**RECORDS SUPPLIED:**
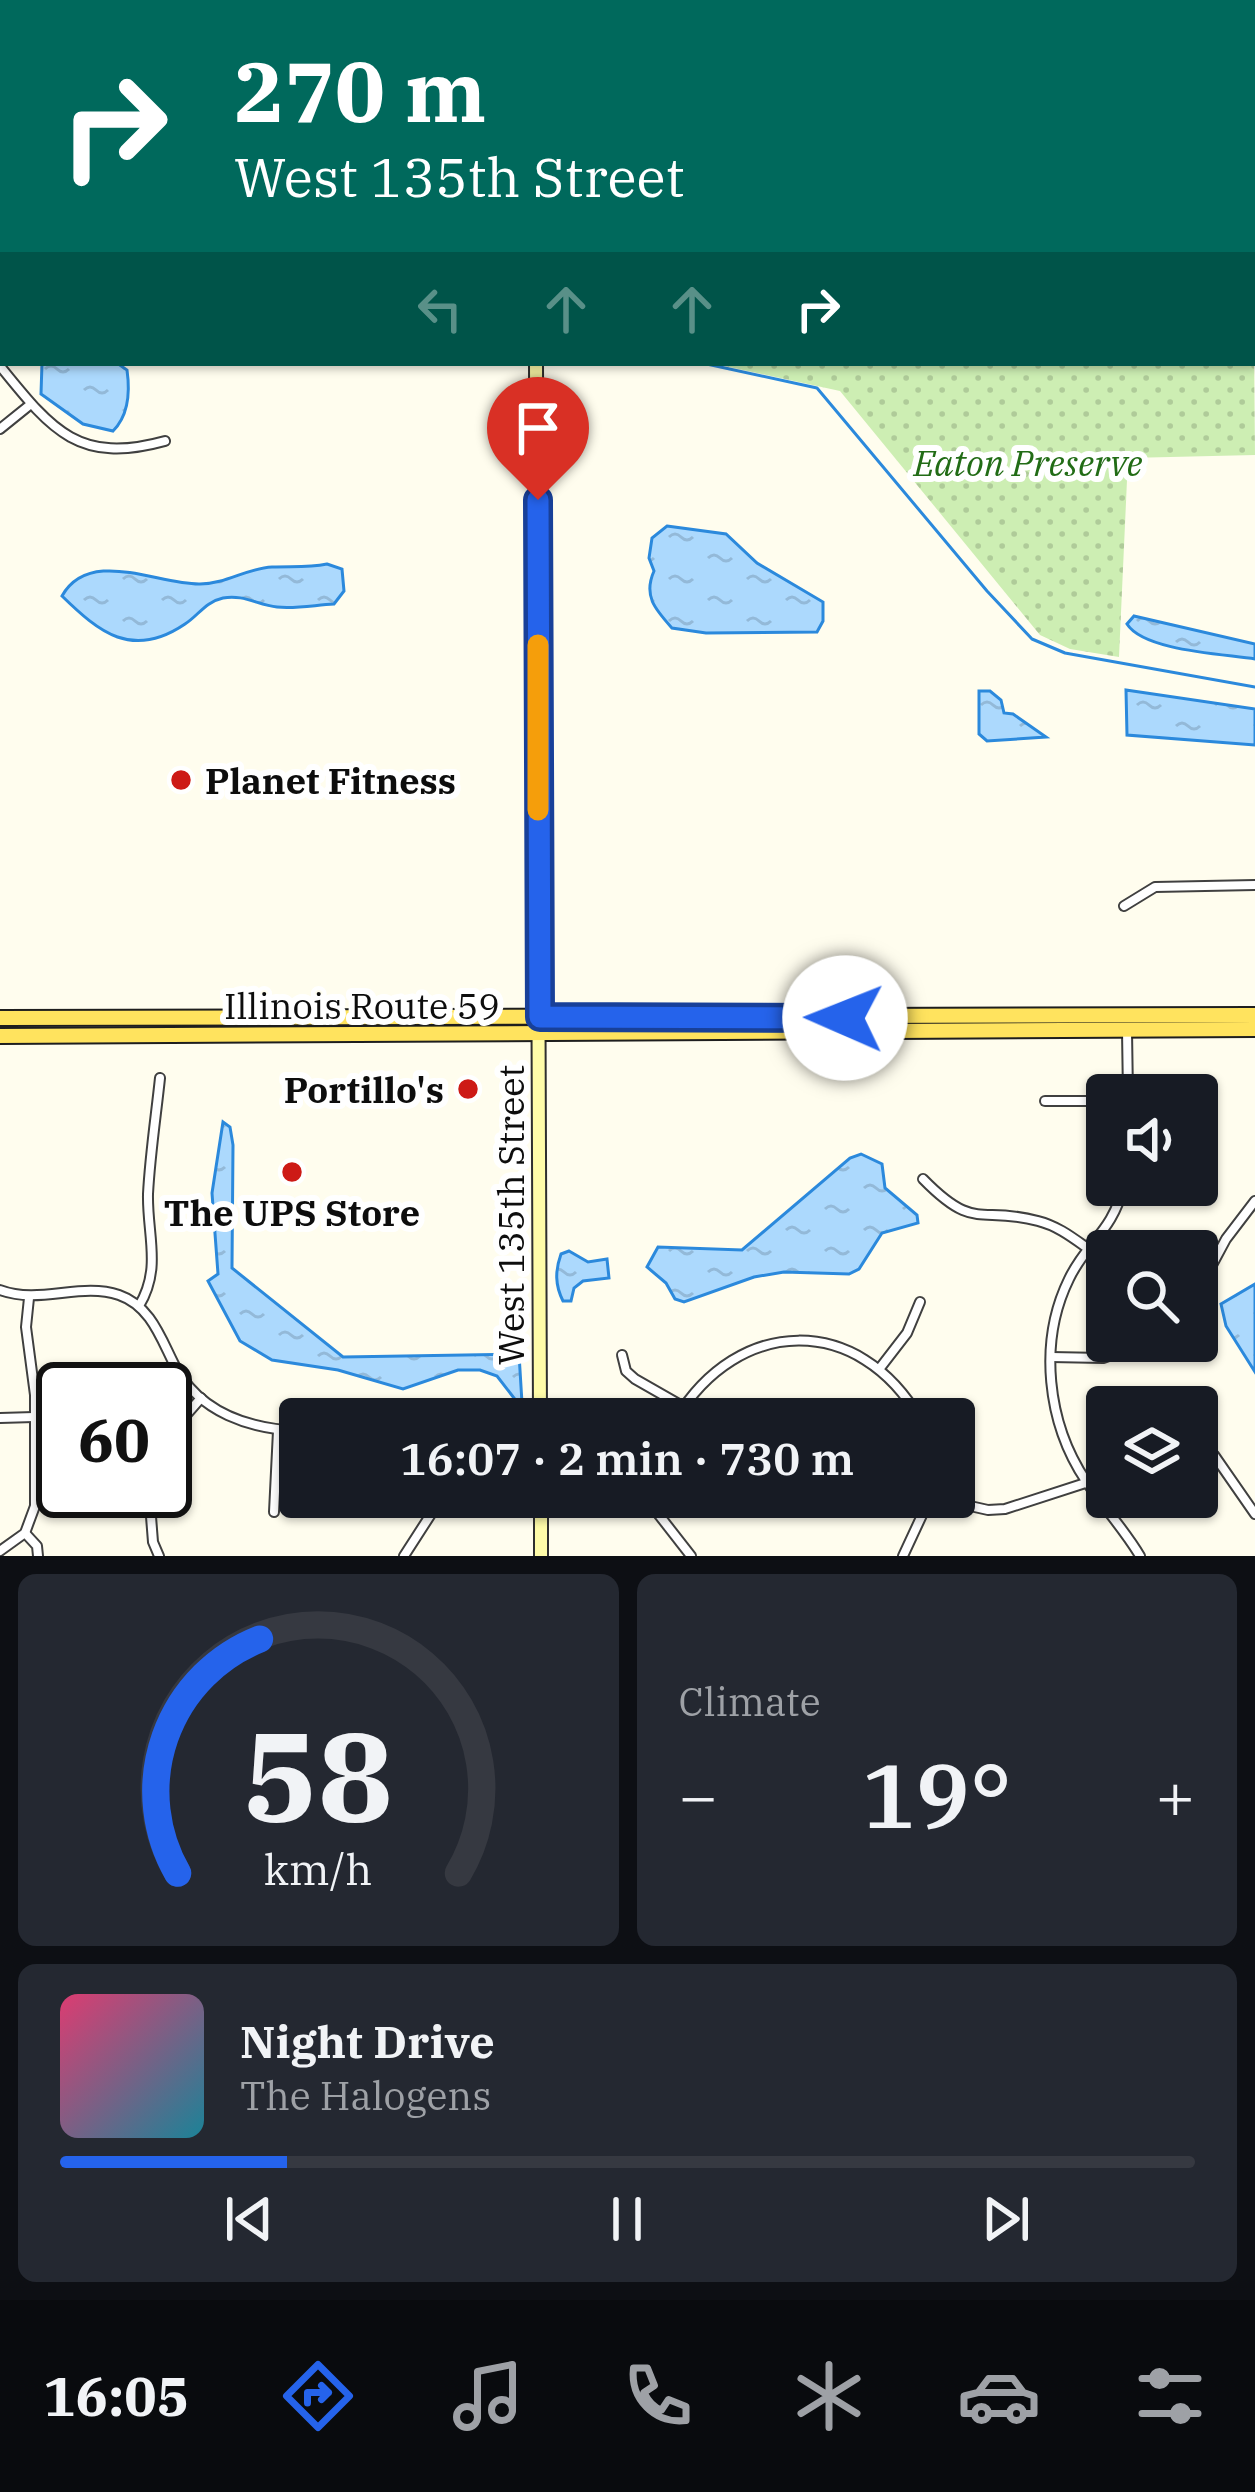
<!DOCTYPE html>
<html lang="en">
<head>
<meta charset="utf-8">
<style>
	:root { --surface:#171b24; --page:#242831; --text:#f1f3f6; --muted:#9ea1a6; --line:#363941; --accent:#2563eb }
	body { margin:0; font-family:"IBM Plex Serif",serif; background:var(--page); color:var(--text); height:100vh; display:flex; flex-direction:column; font-size:45px; white-space:nowrap }
	* { box-sizing:border-box; margin:0 }
	p { font-size:39px; color:var(--muted) }
	.icon { flex:none; width:66px; height:66px; fill:none; stroke:currentColor; stroke-width:2; stroke-linecap:round; stroke-linejoin:round }
	.map { position:relative; height:1556px; overflow:hidden }
	.sheet { display:flex; flex-direction:column; gap:18px; padding:18px; background:#0d0f14; flex:1 }
	.sheet>* { flex:none }
	.banner { position:absolute; left:0px; top:0px; width:1257px; height:366px; box-shadow:0 3px 9px #0004; background:#00695c; color:#fff; overflow:hidden }
	.fabs { position:absolute; left:1086px; top:1074px; display:grid; gap:24px }
	.fabs a { display:grid; place-items:center; width:132px; height:132px; border-radius:12px; background:var(--surface); box-shadow:0 3px 9px #0004; font-size:60px }
	.speed { position:absolute; left:36px; top:1362px; display:flex; gap:24px; font-size:60px; font-weight:700; text-align:center }
	.speed>* { display:grid; place-content:center; width:156px; height:156px; border-radius:50%; background:var(--surface); box-shadow:0 3px 9px #0004; line-height:1 }
	.speed .limit { border:6px solid #111; border-radius:18px; background:#fff; color:#111 }
	.pin { position:absolute; display:grid; place-items:center; width:102px; height:102px; color:#fff; margin:-123px -51px; border-radius:50% 50% 50% 0; rotate:-45deg; box-shadow:0 0 12px #0007 }
	.pin .icon { rotate:45deg }
	.me { position:absolute; width:132px; margin:-66px; rotate:271deg; stroke-linejoin:round; filter:drop-shadow(0 0 9px #0008) }
	.turn { display:flex; align-items:center; gap:42px; height:252px; padding:0 36px; font-size:54px }
	.turn .icon { width:156px; height:156px; stroke-width:2.5 }
	.turn b { display:block; font-size:84px; line-height:102px }
	.lanes { display:flex; align-items:center; height:114px; padding:0 36px; background:#0003; justify-content:center; gap:60px; direction:ltr }
	.lanes .off { opacity:.35 }
	.big { font-size:90px; font-weight:600; line-height:1.1 }
	.sheet .tile { flex:1; display:flex; flex-direction:column; justify-content:center; gap:18px; min-width:0; padding:0 42px; border-radius:18px; background:var(--page) }
	.sheet .dial { align-items:center; gap:0 }
	.dial svg { height:312px; overflow:visible; fill:none; stroke:var(--line); stroke-width:7; stroke-linecap:round; text-anchor:middle }
	.dial text { fill:var(--text); stroke:none }
	.song { display:flex; align-items:center; gap:36px }
	.cover { width:144px; height:144px; border-radius:18px; background:linear-gradient(135deg,hsl(340 70% 55%),hsl(190 70% 35%)) }
	.played { height:12px; border-radius:6px; background:linear-gradient(90deg,var(--accent) 20%,var(--line) 20%) }
	.keys { display:flex; justify-content:space-around; direction:ltr }
	.heat { display:flex; justify-content:space-between; align-items:center; font-size:66px; direction:ltr }
	.sheet .tiles { flex:1; display:grid; gap:18px; grid-template-columns:1fr 1fr }
	.tile:last-child { grid-column:span 2 }
	.trip { position:absolute; left:279px; top:1398px; width:696px; height:120px; border-radius:12px; background:var(--surface); box-shadow:0 3px 9px #0004; font-weight:600; line-height:120px; text-align:center }
	.menu { display:flex; height:192px; justify-content:space-around; align-items:center; background:#090b0e; color:var(--muted) }
	.menu .icon { width:84px; height:84px }
	.menu .on { color:var(--accent) }
	.menu b { font-size:54px; color:var(--text) }
	.map>svg:first-child { display:block }
	.park { fill:url(#park-dots) }
	.water { fill:url(#water-ripples); stroke:#2b89dc; stroke-width:3 }
	.lines { fill:none; stroke-linecap:round; stroke-linejoin:round }
	.stream { stroke:#2b89dc; stroke-width:3 }
	.street-casing { stroke:#404040; stroke-width:12 }
	.secondary-casing { stroke:#2f2f2f; stroke-width:16 }
	.primary-casing { stroke:#1e1e1e; stroke-width:18 }
	.street { stroke:#fff; stroke-width:8 }
	.secondary { stroke:#fffca9; stroke-width:12 }
	.primary { stroke:#ffe35e; stroke-width:14 }
	.route-casing { stroke:#184099; stroke-width:30 }
	.route { stroke:#2563eb; stroke-width:21 }
	.slow { stroke:#f59e0b; stroke-width:21 }
	.poi-dot { fill:#cd1a16; stroke:#fff; stroke-width:4.5 }
	.labels { text-anchor:middle; dominant-baseline:central; stroke-width:12; stroke-linejoin:round; paint-order:stroke }
	.park-label { font-size:36px; font-style:italic; fill:#226c16; stroke:#fff }
	.poi-label { font-size:36px; font-weight:bold; fill:#0d0d0d; stroke:#fff; text-anchor:start }
	.street-label { font-size:36px; fill:#0d0d0d; stroke:#fff }
</style>
</head>
<body>
<div class="map">
<svg width="1255" height="1556" viewBox="0 0 1255 1556">
	<defs>
		<pattern id="park-dots" width="8" height="8" patternUnits="userSpaceOnUse" patternTransform="scale(3)"><rect width="8" height="8" fill="#cdeeb3"/><path d="M2 2h.1M6 6h.1" fill="none" stroke="#afcb99" stroke-width="1.8" stroke-linecap="round"/></pattern>
		<pattern id="water-ripples" width="26" height="14" patternUnits="userSpaceOnUse" patternTransform="scale(3)"><rect width="26" height="14" fill="#acd9fd"/><path d="M2 4q2-2 4 0t4 0M15 11q2-2 4 0t4 0" fill="none" stroke="#93b9d8"/></pattern>
	</defs>
	<rect width="100%" height="100%" fill="#fffdee"/>
	<!-- park -->
	<g class="park">
		<path d="M542 0H719L725 3H542Z"/>
		<path d="M1254 348 1255 455 1128 458 1119 657 1070 649 1040 635 840 391 711 363H1254Z"/>
	</g>
	<!-- water -->
	<g class="water">
		<path d="M42 363H117L127 370C130 391 129 415 113 431L83 424 41 394Z"/>
		<path d="M667 526 726 534 757 563 823 602V621L817 632 706 633 672 628C655 609 643 596 654 571L649 558 652 538Z"/>
		<path d="M327 564 342 569 344 591 334 604C315 605 296 609 277 607 258 605 243 594 223 598 205 602 199 615 185 624 132 660 99 632 62 596 90 547 158 585 200 584 226 584 247 568 272 567 292 566 307 568 327 564Z"/>
		<path d="M1134 616 1255 644V659C1224 654 1144 651 1127 624Z"/>
		<path d="M1126 690 1255 709V745L1127 735Z"/>
		<path d="M979 691H990L1001 700 1004 713 1013 714 1046 737 987 741 979 734Z"/>
		<path d="M223 1122 230 1127 233 1145 232 1268 343 1357 519 1354 522 1403 517 1402 497 1376 480 1370H458L403 1389 338 1370 272 1360 240 1341 208 1281 218 1274 212 1193Z"/>
		<path d="M861 1154 882 1164 885 1188 917 1215 918 1223 882 1233 859 1269 849 1274 784 1272 754 1277 684 1302 675 1299 666 1283 647 1267 658 1247 742 1250 850 1158Z"/>
		<path d="M569 1251 588 1262 607 1259 609 1278 583 1281 574 1288 571 1301H563C555 1285 555 1271 561 1254Z"/>
		<path d="M1255 1284V1372L1226 1326 1221 1304Z"/>
	</g>
	<g class="lines">
		<!-- stream -->
		<g class="stream">
			<path d="M0 187 3 189"/>
			<path d="M702 363 817 388 987 591 1032 639 1065 653 1255 687"/>
		</g>
		<defs>
			<g id="street">
				<path d="M0 366C51 429 78 465 165 441"/>
				<path d="M0 429 31 404"/>
				<path d="M1124 906 1155 887 1255 885"/>
				<path d="M1127 1031 1128 1095"/>
				<path d="M1045 1101H1107"/>
				<path d="M1197 1101H1208"/>
				<path d="M923 1179C976 1233 979 1205 1038 1221 1058 1226 1073 1238 1090 1250"/>
				<path d="M1124 1185C1112 1233 1087 1241 1069 1279 1038 1342 1047 1423 1086 1481 1103 1507 1124 1529 1140 1556"/>
				<path d="M0 1290C40 1305 80 1282 119 1295 151 1306 161 1339 175 1366 200 1413 250 1429 300 1431"/>
				<path d="M1197 1293 1226 1239 1255 1201"/>
				<path d="M139 1306C162 1268 147 1235 148 1194 150 1155 156 1116 160 1078"/>
				<path d="M622 1355 626 1371 635 1379 705 1419"/>
				<path d="M1051 1357 1103 1358 1151 1341"/>
				<path d="M880 1368 907 1333 920 1302"/>
				<path d="M0 1418 34 1417"/>
				<path d="M676 1419C738 1316 859 1313 920 1419"/>
				<path d="M165 1439 201 1398"/>
				<path d="M1197 1450 1214 1455 1255 1514"/>
				<path d="M149 1491 153 1542 159 1556"/>
				<path d="M472 1497C510 1509 566 1511 604 1497"/>
				<path d="M645 1497 691 1556"/>
				<path d="M930 1497 988 1510 1005 1509 1107 1476"/>
				<path d="M274 1512 278 1431"/>
				<path d="M25 1533 37 1546 38 1556"/>
				<path d="M0 1551 25 1533 35 1506V1395L26 1327 29 1298"/>
				<path d="M404 1556 442 1497"/>
				<path d="M903 1556 930 1498"/>
			</g>
			<g id="secondary">
				<path d="M533 0V3"/>
				<path d="M536 363 540 1419"/>
				<path d="M541 1497V1556"/>
			</g>
			<g id="primary">
				<path d="M0 1018 1255 1015"/>
				<path d="M0 1036 1255 1029"/>
			</g>
		</defs>
		<!-- street casing -->
		<use href="#street" class="street-casing"/>
		<!-- secondary casing -->
		<use href="#secondary" class="secondary-casing"/>
		<!-- primary casing -->
		<use href="#primary" class="primary-casing"/>
		<!-- street -->
		<use href="#street" class="street"/>
		<!-- secondary -->
		<use href="#secondary" class="secondary"/>
		<!-- primary -->
		<use href="#primary" class="primary"/>
	</g>
	<g class="lines">
		<defs>
			<path id="route" d="M538 500 540 1017 845 1018"/>
		</defs>
		<!-- route casing -->
		<use href="#route" class="route-casing"/>
		<!-- route -->
		<use href="#route" class="route"/>
		<!-- slow -->
		<path class="slow" d="M538 645V810"/>
	</g>
	<!-- markers -->
	<g class="poi-dot">
		<circle cx="181" cy="780" r="12"/>
		<circle cx="468" cy="1089" r="12"/>
		<circle cx="292" cy="1172" r="12"/>
	</g>
	<g class="labels">
		<!-- park labels -->
		<g class="park-label">
			<text x="1028" y="462">Eaton Preserve</text>
		</g>
		<!-- poi labels -->
		<g class="poi-label">
			<text x="205" y="780">Planet Fitness</text>
			<text x="444" y="1089" text-anchor="end">Portillo's</text>
			<text x="292" y="1212" text-anchor="middle">The UPS Store</text>
		</g>
		<!-- street labels -->
		<g class="street-label">
			<text x="362" y="1005">Illinois Route 59</text>
			<text transform="translate(510 1215) rotate(-90)">West 135th Street</text>
		</g>
	</g>
</svg>
<div class="fabs">
<a><svg class="icon" aria-label="sound" viewBox="0 0 24 24"><path d="M4 9h4l5-4v14l-5-4H4zM17 9q2 3 0 6"/></svg></a>
<a><svg class="icon" aria-label="search" viewBox="0 0 24 24"><circle cx="10" cy="10" r="6"/><path d="M15 15l6 6"/></svg></a>
<a><svg class="icon" aria-label="layers" viewBox="0 0 24 24"><path d="M12 4l9 5-9 5-9-5zM3 14l9 5 9-5"/></svg></a>
</div>
<div class="speed"><div class="limit">60</div></div>
<div class="pin" style="left:538px;top:500px;background:#d93025"><svg class="icon" aria-label="arrive" viewBox="0 0 24 24"><path d="M6 21V4h12l-3 4 3 4H6"/></svg></div>
<svg class="me" style="left:845px;top:1018px" viewBox="-20 -20 40 40"><circle r="19" fill="#fff"/><path d="M0-13L10 11 0 6-10 11z" fill="#2563eb"/></svg>
<div class="trip">16:07 · 2 min · 730 m</div>
<div class="banner">
<div class="turn"><svg class="icon" aria-label="right" viewBox="0 0 24 24"><path d="M7 20v-9h11M14 6l5 5-5 5"/></svg><div><b>270 m</b>West 135th Street</div></div>
<div class="lanes"><svg class="icon off" aria-label="left" viewBox="0 0 24 24"><path d="M17 20v-9H6M10 6l-5 5 5 5"/></svg><svg class="icon off" aria-label="ahead" viewBox="0 0 24 24"><path d="M12 20V5M6 11l6-6 6 6"/></svg><svg class="icon off" aria-label="ahead" viewBox="0 0 24 24"><path d="M12 20V5M6 11l6-6 6 6"/></svg><svg class="icon" aria-label="right" viewBox="0 0 24 24"><path d="M7 20v-9h11M14 6l5 5-5 5"/></svg></div>
</div>
</div>
<section class="sheet">
<div class="tiles">
<div class="tile dial"><svg viewBox="0 0 100 80">
<path d="M14 69A42 42 0 1 1 86 69"/>
<path d="M14 69A42 42 0 0 1 35 9" stroke="#2563eb"/>
<text x="50" y="56" font-size="32" font-weight="700">58</text>
<text x="50" y="72" font-size="11">km/h</text>
</svg></div>
<div class="tile"><p>Climate</p>
<div class="heat"><a>−</a><b class="big">19°</b><a>+</a></div>
</div>
<div class="tile">
<div class="song"><i class="cover"></i><div><b>Night Drive</b><p>The Halogens</p></div></div>
<div class="played"></div>
<div class="keys"><svg class="icon" aria-label="previous" viewBox="0 0 24 24"><path d="M18 5L8 12l10 7zM5 5v14"/></svg><svg class="icon" aria-label="pause" viewBox="0 0 24 24"><path d="M8 5v14M16 5v14"/></svg><svg class="icon" aria-label="next" viewBox="0 0 24 24"><path d="M6 5l10 7-10 7zM19 5v14"/></svg></div>
</div>
</div>
</section>
<nav class="menu">
<b>16:05</b>
<svg class="icon on" aria-label="directions" viewBox="0 0 24 24"><path d="M12 3l9 9-9 9-9-9zM9 14v-3h6M13 9l2 2-2 2"/></svg>
<svg class="icon" aria-label="music" viewBox="0 0 24 24"><path d="M9 18V5l10-2v13"/><circle cx="6" cy="18" r="3"/><circle cx="16" cy="16" r="3"/></svg>
<svg class="icon" aria-label="phone" viewBox="0 0 24 24"><path d="M5 4h4l2 5-3 2q2 4 5 5l2-3 5 2v4C11 20 4 13 5 4z"/></svg>
<svg class="icon" aria-label="climate" viewBox="0 0 24 24"><path d="M12 3v18M4 7l16 10M4 17L20 7"/></svg>
<svg class="icon" aria-label="car" viewBox="0 0 24 24"><path d="M5 17H2v-5l4-1 3-4h7l3 4 3 1v5h-3M9 17h6M6 11h13"/><circle cx="7" cy="17" r="2"/><circle cx="17" cy="17" r="2"/></svg>
<svg class="icon" aria-label="filters" viewBox="0 0 24 24"><path d="M4 7h16M4 17h16"/><circle cx="9" cy="7" r="2"/><circle cx="15" cy="17" r="2"/></svg>
</nav>
</body>
</html>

**WHAT YOU NEED TO DO:** Repeat the listing above from its first line through the line that contains "flex:none; width:66px; height:66px;", both included, and nothing more. Drop the pictures.

**SOLUTION BELOW:**
<!DOCTYPE html>
<html lang="en">
<head>
<meta charset="utf-8">
<style>
	:root { --surface:#171b24; --page:#242831; --text:#f1f3f6; --muted:#9ea1a6; --line:#363941; --accent:#2563eb }
	body { margin:0; font-family:"IBM Plex Serif",serif; background:var(--page); color:var(--text); height:100vh; display:flex; flex-direction:column; font-size:45px; white-space:nowrap }
	* { box-sizing:border-box; margin:0 }
	p { font-size:39px; color:var(--muted) }
	.icon { flex:none; width:66px; height:66px; fill:none; stroke:currentColor; stroke-width:2; stroke-linecap:round; stroke-linejoin:round }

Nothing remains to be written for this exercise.